WORK TO BE COMPLETED: Copy out, from the data, each line containing the string "solid".

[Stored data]
((

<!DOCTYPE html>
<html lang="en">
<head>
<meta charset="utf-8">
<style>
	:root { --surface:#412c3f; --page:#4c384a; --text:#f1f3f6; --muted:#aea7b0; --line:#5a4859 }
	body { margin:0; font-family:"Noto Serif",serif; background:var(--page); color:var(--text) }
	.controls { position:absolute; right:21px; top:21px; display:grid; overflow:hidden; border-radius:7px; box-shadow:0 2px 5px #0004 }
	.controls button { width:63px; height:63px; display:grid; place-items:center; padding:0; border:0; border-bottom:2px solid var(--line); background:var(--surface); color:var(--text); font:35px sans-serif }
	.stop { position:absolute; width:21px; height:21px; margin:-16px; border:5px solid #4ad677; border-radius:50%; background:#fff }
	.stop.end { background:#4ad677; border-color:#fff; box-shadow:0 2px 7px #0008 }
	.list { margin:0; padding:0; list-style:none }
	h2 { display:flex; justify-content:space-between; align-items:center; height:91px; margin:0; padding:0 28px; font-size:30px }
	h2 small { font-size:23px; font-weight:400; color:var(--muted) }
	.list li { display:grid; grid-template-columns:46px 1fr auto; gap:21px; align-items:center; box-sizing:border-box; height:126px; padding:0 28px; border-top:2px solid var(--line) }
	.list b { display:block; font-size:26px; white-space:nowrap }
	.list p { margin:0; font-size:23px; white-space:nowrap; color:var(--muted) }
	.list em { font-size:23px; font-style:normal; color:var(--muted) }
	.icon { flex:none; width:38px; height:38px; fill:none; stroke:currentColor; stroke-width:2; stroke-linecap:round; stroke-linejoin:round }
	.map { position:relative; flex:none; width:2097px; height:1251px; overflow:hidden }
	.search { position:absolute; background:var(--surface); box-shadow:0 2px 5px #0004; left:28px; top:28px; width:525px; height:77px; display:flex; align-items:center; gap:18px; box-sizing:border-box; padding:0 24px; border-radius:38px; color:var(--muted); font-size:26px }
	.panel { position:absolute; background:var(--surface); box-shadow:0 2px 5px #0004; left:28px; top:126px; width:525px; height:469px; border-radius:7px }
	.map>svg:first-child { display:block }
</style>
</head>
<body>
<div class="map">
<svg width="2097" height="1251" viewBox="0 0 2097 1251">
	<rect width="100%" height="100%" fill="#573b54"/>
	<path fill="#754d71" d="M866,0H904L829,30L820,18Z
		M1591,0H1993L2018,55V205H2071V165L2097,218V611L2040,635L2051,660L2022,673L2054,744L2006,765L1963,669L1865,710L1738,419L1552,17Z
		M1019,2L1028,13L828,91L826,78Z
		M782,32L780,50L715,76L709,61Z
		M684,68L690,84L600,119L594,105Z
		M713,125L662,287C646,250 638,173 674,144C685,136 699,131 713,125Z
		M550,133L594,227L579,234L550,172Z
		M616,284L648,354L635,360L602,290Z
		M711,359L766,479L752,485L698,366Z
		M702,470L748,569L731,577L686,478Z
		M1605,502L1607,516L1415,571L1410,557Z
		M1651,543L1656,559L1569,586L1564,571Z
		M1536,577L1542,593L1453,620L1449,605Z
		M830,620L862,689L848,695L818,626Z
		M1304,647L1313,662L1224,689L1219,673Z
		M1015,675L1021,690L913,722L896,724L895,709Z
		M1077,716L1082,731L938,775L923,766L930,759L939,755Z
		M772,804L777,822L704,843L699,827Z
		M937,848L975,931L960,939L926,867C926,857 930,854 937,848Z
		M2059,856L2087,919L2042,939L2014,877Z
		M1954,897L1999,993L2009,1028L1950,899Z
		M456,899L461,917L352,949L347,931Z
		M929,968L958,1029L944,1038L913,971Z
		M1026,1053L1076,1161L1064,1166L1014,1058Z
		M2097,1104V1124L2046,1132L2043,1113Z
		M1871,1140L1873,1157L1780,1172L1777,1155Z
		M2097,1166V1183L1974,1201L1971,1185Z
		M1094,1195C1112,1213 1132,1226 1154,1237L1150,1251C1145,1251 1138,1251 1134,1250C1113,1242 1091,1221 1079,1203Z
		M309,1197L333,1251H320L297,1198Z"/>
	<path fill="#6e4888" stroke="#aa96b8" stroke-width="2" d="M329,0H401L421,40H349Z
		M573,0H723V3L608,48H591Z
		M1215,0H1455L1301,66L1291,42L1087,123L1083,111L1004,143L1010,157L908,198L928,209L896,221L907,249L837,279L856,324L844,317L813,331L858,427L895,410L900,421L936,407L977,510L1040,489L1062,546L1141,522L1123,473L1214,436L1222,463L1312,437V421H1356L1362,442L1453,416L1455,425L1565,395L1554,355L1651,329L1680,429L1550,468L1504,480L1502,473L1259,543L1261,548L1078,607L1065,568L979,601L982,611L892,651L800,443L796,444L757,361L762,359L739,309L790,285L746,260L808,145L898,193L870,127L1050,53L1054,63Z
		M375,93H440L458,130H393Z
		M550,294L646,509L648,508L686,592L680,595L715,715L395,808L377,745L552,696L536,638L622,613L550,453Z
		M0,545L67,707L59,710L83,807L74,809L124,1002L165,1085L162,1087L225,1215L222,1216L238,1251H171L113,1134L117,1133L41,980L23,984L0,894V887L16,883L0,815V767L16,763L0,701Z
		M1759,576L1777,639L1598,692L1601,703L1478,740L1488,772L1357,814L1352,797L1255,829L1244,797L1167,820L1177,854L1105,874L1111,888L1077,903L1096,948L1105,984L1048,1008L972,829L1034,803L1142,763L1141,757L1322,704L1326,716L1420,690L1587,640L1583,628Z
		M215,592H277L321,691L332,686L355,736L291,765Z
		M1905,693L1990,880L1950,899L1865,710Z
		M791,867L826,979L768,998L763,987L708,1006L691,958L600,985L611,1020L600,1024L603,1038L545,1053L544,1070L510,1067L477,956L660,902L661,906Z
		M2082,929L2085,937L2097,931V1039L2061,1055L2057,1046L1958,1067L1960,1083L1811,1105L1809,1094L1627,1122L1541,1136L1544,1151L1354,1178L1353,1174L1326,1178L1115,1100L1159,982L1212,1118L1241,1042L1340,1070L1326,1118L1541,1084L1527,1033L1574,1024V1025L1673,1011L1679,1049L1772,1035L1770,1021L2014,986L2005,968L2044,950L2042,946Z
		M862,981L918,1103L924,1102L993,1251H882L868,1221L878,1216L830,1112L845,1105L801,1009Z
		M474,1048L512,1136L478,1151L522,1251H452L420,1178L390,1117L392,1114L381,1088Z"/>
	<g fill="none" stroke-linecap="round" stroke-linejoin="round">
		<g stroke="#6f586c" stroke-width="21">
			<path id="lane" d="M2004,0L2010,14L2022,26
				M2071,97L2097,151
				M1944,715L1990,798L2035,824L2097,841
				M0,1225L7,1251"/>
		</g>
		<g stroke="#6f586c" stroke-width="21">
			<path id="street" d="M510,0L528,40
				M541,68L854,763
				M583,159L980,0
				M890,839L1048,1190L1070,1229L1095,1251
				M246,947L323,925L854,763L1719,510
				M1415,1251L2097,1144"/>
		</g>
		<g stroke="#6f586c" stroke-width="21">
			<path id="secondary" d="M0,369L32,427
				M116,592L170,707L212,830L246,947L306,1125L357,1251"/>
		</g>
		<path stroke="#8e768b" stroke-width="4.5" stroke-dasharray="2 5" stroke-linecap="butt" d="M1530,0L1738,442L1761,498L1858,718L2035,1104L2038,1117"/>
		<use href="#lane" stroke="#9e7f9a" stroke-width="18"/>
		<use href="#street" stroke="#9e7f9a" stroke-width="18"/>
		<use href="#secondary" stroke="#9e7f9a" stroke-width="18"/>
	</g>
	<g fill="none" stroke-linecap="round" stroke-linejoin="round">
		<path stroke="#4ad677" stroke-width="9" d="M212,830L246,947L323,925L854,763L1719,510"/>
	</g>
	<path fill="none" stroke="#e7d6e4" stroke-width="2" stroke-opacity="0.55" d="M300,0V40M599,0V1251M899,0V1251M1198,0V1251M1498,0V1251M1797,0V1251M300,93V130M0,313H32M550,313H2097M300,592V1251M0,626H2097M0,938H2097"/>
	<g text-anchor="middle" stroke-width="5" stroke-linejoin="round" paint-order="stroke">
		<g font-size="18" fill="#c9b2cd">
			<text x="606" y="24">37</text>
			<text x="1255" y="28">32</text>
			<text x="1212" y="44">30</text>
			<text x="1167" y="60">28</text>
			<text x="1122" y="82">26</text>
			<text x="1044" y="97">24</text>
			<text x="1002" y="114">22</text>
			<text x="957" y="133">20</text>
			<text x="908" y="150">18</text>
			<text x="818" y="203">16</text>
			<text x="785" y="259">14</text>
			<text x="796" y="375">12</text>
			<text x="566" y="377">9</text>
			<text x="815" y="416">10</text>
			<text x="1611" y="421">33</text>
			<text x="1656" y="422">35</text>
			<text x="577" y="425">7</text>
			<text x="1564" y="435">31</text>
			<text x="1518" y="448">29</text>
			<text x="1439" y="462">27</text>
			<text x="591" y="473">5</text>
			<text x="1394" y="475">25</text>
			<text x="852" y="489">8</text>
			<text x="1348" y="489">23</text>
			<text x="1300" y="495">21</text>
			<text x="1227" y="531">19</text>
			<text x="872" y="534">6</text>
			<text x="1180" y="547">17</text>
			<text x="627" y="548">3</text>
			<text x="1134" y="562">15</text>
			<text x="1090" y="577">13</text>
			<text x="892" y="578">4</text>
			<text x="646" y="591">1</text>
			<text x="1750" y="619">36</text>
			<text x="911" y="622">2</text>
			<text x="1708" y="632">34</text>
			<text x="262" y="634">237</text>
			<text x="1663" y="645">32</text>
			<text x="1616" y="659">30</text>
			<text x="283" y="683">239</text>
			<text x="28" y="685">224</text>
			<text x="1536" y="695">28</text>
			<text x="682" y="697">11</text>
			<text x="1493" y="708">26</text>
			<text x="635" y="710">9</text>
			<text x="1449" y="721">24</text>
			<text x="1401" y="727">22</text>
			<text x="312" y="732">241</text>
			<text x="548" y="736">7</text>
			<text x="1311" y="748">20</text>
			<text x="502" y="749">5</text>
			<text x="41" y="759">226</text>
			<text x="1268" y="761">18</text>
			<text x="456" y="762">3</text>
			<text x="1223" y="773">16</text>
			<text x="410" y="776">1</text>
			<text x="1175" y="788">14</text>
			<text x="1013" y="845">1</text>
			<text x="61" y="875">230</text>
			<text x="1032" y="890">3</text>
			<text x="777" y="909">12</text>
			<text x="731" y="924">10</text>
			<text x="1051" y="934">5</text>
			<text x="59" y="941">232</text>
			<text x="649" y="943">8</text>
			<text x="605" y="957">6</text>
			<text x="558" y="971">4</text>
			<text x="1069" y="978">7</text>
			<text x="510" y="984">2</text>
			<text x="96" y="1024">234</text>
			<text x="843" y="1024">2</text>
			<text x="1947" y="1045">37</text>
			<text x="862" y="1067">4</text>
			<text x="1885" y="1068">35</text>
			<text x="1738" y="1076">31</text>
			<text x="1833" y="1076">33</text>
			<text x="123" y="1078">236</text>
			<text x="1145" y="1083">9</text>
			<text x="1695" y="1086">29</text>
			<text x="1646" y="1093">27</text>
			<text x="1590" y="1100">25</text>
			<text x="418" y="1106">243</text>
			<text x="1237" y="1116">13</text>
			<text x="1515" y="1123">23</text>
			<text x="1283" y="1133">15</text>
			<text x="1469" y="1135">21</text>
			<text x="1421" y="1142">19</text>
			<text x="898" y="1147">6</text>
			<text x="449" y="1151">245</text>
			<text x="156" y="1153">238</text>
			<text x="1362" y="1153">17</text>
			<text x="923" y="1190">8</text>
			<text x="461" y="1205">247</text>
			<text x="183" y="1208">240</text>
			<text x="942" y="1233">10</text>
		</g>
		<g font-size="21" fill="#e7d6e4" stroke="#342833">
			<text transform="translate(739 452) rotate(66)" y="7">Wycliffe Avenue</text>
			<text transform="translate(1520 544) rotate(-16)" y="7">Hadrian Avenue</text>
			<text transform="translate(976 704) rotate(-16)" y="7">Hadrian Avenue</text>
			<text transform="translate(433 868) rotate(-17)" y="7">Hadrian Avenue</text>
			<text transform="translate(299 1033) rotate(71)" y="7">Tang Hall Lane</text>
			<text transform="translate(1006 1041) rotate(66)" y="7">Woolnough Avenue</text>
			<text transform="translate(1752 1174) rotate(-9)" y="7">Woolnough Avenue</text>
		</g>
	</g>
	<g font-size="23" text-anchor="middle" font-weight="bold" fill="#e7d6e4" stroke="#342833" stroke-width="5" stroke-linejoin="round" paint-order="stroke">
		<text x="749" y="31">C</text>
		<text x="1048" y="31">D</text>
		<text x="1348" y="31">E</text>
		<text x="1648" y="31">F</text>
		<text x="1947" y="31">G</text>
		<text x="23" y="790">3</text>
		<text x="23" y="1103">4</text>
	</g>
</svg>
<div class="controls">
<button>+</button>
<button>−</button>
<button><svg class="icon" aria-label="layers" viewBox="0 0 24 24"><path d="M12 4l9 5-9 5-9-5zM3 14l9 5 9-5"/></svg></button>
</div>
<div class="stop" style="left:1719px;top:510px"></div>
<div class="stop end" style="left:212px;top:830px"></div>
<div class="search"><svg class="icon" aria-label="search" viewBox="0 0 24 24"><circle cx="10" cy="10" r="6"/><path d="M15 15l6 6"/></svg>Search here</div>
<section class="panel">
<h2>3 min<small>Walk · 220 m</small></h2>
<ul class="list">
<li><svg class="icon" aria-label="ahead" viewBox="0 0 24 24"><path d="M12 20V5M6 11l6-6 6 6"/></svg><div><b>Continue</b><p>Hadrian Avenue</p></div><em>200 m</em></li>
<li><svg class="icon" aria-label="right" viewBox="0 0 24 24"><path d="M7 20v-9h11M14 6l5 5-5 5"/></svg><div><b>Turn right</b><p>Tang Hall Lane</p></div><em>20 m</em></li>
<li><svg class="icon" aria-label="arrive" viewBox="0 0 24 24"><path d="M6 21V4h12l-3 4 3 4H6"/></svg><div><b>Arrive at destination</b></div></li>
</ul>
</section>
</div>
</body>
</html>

))

EXERCISE RESULT:
	.controls button { width:63px; height:63px; display:grid; place-items:center; padding:0; border:0; border-bottom:2px solid var(--line); background:var(--surface); color:var(--text); font:35px sans-serif }
	.stop { position:absolute; width:21px; height:21px; margin:-16px; border:5px solid #4ad677; border-radius:50%; background:#fff }
	.list li { display:grid; grid-template-columns:46px 1fr auto; gap:21px; align-items:center; box-sizing:border-box; height:126px; padding:0 28px; border-top:2px solid var(--line) }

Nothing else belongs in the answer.